While many of the pieces in the series come from composers outside of Duke, the Chapel Music staff are contributing to the series through their own creative talents. For example, a forthcoming arrangement of Samuel Scheidt’s “Puer natus in Bethlehem” was edited by Chapel Music Associate Conductor Philip Cave and premiered as part of the Chapel’s 2019 national Christmas broadcast The Marvel of This Night. The premiere of Joanna Marsh’s Te Deum and Jubilate came under the direction of Chapel Organist Christopher Jacobson as part of the recent Poetry in Music concert by the Chapel’s Evensong Singers.

Already an established composer when he came to the Chapel, Highben is also contributing some of his own new works to the series. One of them is “Easter Dawn,” an anthem based on the sonnet of the same name by the British poet Malcolm Guite. As part of a Chapel worship service in September of 2019, Guite read the poem. The text was so striking to Highben that he sought permission to set it to music. The Chapel Choir premiered the piece as a virtual anthem recording in the online Easter service on April 4, 2021. This year they will sing it in person during the 9:00 a.m. communion service on Easter Sunday, April 17.
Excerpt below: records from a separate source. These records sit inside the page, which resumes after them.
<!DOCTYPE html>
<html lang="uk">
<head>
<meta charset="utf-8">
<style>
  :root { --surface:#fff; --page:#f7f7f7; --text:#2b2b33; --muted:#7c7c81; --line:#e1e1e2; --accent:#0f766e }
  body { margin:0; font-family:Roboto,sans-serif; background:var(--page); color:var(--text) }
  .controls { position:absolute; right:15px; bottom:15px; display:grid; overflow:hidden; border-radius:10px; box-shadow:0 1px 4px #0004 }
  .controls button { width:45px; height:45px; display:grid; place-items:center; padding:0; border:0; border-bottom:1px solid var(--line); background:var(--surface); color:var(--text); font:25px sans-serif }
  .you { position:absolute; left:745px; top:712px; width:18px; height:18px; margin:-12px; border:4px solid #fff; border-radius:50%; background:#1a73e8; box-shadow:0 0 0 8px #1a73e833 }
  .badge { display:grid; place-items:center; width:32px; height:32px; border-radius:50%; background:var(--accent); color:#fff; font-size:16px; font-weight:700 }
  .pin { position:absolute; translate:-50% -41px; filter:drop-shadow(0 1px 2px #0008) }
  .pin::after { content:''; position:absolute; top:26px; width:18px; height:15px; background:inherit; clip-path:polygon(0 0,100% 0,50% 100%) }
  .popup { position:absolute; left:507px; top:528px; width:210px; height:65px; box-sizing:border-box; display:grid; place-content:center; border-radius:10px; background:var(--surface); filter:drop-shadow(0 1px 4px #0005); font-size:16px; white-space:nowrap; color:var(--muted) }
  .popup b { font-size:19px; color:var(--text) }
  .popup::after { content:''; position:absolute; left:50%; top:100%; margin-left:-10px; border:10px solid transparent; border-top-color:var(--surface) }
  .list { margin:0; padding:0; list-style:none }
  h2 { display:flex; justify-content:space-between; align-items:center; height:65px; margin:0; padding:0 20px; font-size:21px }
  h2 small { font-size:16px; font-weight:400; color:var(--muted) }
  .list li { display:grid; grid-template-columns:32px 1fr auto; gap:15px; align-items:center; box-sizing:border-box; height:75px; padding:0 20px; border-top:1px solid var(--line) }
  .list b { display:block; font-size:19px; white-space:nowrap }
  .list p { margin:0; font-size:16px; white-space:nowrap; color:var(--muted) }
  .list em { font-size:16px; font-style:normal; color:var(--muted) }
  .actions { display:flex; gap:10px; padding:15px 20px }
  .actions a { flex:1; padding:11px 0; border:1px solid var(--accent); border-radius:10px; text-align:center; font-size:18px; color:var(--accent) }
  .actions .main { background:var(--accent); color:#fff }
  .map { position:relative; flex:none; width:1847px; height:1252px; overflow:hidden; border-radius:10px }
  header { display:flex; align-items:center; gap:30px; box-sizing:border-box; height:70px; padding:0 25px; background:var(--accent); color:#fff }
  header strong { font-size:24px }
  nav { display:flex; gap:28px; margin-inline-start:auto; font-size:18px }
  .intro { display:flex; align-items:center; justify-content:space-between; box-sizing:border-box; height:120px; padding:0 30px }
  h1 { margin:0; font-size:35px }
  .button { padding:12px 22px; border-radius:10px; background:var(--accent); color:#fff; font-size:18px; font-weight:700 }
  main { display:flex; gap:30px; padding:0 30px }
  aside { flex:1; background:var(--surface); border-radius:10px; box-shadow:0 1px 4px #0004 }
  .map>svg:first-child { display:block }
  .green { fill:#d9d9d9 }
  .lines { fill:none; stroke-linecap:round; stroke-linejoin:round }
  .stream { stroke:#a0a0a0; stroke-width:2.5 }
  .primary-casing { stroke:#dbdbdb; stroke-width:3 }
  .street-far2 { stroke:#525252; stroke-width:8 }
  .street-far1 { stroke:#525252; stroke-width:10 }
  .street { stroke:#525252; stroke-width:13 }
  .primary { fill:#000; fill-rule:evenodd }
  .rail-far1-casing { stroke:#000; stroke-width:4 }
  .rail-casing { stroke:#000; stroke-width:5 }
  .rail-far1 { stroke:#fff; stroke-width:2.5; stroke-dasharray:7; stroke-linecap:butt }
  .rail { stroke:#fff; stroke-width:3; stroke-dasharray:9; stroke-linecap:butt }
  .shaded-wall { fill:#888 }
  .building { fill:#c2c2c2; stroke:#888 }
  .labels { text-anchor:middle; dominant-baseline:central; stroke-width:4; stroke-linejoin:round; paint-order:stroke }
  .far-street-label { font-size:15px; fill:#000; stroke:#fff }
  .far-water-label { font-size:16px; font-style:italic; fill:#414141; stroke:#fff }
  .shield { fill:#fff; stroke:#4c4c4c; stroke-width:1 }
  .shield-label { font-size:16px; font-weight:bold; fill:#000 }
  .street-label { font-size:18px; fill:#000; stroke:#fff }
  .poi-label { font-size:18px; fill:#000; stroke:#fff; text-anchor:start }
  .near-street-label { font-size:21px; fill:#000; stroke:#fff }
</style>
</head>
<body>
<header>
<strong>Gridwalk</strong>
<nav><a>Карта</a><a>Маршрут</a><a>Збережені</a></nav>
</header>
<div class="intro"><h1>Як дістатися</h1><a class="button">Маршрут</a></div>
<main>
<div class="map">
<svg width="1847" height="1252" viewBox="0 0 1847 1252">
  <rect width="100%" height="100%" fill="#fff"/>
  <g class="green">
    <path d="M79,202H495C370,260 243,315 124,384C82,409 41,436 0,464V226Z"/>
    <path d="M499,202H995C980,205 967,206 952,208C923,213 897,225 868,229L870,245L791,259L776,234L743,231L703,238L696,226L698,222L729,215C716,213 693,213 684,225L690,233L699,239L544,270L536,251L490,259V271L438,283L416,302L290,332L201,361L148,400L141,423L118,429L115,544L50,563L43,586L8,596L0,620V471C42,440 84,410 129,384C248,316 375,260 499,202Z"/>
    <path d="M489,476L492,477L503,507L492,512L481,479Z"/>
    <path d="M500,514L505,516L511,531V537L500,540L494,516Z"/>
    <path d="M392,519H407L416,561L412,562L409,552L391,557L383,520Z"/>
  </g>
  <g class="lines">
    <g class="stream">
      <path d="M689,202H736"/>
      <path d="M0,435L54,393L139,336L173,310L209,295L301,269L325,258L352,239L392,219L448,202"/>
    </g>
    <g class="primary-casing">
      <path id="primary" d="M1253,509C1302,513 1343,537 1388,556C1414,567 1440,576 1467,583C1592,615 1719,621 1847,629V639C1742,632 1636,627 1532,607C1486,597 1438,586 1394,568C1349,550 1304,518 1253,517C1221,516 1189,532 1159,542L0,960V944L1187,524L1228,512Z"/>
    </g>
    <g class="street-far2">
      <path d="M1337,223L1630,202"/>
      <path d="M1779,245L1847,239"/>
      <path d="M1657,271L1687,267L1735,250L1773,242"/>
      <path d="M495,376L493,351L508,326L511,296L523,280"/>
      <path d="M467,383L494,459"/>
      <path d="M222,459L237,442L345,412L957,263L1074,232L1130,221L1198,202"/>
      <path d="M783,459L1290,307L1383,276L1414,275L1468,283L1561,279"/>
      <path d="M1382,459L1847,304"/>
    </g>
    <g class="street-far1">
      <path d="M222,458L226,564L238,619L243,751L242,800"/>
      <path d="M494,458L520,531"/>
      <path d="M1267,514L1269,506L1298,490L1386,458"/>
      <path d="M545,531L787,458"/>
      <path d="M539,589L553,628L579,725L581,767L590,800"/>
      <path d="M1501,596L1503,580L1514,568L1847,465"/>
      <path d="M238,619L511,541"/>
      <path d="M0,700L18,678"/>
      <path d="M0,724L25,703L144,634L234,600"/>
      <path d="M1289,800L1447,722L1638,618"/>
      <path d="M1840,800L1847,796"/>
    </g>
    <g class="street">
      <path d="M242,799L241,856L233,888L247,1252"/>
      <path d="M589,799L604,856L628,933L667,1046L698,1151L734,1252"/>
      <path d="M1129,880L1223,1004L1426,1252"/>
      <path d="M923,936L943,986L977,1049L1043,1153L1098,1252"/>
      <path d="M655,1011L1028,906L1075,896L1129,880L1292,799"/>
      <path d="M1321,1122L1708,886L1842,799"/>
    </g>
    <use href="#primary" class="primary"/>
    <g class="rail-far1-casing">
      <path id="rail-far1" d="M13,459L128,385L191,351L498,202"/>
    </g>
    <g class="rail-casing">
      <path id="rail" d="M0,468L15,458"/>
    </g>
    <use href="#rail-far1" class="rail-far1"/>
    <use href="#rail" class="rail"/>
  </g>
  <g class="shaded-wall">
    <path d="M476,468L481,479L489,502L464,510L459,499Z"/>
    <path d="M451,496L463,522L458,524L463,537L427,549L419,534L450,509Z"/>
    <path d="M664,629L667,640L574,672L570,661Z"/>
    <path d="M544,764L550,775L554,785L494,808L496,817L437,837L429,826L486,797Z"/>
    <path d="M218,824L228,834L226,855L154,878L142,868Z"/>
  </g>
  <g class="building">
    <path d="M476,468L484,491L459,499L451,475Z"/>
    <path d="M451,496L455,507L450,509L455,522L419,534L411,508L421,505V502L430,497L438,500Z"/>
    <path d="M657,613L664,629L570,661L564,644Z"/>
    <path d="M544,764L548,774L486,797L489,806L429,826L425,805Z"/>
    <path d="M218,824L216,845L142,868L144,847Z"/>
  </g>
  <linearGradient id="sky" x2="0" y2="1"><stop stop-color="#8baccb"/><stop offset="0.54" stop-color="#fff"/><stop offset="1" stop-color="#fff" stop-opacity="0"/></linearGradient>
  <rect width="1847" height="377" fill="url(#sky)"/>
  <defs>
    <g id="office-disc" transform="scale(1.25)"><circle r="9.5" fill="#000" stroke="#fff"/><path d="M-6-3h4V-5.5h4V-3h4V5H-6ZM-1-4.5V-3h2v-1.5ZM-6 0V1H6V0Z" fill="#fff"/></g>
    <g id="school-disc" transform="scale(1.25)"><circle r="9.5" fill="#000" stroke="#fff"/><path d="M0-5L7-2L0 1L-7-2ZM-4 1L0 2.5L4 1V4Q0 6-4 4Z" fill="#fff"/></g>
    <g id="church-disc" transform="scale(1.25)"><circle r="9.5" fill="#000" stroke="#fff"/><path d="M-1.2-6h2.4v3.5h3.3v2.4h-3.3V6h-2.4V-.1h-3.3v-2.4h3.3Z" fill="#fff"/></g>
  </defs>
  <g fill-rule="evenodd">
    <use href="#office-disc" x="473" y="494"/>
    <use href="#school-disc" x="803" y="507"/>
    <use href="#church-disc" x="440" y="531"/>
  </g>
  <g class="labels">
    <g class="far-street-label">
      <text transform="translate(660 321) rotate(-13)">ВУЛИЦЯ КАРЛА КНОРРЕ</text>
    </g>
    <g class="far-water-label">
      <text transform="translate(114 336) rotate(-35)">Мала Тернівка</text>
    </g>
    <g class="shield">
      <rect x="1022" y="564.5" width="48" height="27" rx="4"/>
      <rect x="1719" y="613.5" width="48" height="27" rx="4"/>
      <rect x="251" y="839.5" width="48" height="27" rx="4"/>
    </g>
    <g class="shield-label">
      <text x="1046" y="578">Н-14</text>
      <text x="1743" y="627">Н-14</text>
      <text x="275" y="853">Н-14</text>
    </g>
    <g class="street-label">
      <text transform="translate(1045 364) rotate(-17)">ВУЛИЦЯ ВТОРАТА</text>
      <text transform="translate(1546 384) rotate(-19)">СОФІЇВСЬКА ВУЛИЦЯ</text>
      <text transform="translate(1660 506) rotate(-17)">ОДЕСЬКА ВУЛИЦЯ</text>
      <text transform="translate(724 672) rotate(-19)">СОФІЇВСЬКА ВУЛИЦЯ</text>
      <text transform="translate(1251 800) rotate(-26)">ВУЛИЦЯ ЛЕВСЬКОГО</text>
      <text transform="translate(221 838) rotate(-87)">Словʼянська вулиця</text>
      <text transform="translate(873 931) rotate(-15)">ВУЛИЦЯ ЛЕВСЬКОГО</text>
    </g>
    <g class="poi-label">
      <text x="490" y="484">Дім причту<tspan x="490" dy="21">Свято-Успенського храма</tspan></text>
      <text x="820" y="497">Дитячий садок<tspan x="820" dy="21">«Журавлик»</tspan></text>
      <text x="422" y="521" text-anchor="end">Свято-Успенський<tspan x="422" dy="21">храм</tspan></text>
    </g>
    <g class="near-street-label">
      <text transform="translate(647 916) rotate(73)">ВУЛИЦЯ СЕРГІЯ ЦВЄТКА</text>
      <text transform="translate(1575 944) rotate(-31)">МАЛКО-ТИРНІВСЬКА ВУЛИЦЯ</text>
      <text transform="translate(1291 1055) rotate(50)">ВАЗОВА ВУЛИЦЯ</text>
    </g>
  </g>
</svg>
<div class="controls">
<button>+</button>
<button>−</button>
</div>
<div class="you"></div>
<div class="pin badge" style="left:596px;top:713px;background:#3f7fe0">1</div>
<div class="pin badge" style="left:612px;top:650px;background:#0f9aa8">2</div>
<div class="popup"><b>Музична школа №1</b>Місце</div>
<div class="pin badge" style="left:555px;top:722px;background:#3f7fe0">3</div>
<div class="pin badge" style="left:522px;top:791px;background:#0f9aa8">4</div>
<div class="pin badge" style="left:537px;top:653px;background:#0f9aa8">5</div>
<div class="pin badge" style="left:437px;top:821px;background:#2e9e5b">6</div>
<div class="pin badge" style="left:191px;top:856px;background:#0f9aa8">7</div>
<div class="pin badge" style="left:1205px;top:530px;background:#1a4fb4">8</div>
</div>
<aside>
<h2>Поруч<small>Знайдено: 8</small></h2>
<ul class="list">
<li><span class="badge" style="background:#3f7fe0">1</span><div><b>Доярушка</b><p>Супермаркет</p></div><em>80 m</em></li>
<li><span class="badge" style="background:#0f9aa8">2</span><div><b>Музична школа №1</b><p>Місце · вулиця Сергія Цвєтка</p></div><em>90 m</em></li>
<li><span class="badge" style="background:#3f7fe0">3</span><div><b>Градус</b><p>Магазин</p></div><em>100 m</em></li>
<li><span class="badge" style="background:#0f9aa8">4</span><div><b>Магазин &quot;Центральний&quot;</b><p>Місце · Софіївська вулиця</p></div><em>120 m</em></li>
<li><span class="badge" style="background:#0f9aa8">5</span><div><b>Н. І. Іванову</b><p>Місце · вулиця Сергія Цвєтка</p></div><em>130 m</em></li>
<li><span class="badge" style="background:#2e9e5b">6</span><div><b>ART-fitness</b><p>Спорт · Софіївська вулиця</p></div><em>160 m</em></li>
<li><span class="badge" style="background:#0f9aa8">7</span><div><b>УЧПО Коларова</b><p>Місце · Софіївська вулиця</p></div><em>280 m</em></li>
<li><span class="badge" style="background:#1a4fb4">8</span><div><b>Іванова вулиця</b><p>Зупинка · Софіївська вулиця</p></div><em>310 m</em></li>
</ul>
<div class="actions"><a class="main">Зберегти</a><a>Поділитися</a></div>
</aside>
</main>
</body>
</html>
Since coming to the Chapel, Highben has also composed hymns, including one in honor of Chapel Dean Luke A. Powery on the occasion of the twentieth anniversary of Dean Powery’s ordination.

“When you are writing a hymn tune, you are writing music for a group of people who have not practiced and aren’t necessarily musically trained,” Highben explains. “So, the trick with a hymn tune is to write something that is accessible enough that people can sing it having only heard the melody once, but also interesting enough that it doesn’t just retread what the thousands of other hymn tunes have already done.”

While the Music from Duke Chapel Series is new, it builds on a longstanding tradition of music publication at the Chapel. In  the 1970s, under former Chapel Music Director Benjamin Smith, the Chapel published a choral music series with the Chapel Hill-based Hinshaw Music, including works by major composers of the time such as Emma Lou Diemer and Gilbert M. Martin.

Then in 1987, the Beach Hymnody Endowment was established in honor of late Duke Divinity School Professor Waldo Beach with the purpose of producing new hymns. Over the years, the endowment has funded hymn competitions and commissions. One of the commissioned hymns, “Praise the Source of Faith and Learning” by Thomas Troeger, is based on the Duke motto Eruditio et Religio and appears in several hymnals. Another commissioned hymn about reconciliation comes from an intriguing combination of a text by the late Duke theologian C. Eric Lincoln and a tune by the well-known composer David Hurd.

The new Duke Chapel Series is “sort of a return to form,” Highben says. “There was first this activity of generating new choral music, and then there was this period of generating new hymnody, and now we are bringing those two things back and linking them up for the broader community of choirs and conductors nationwide.”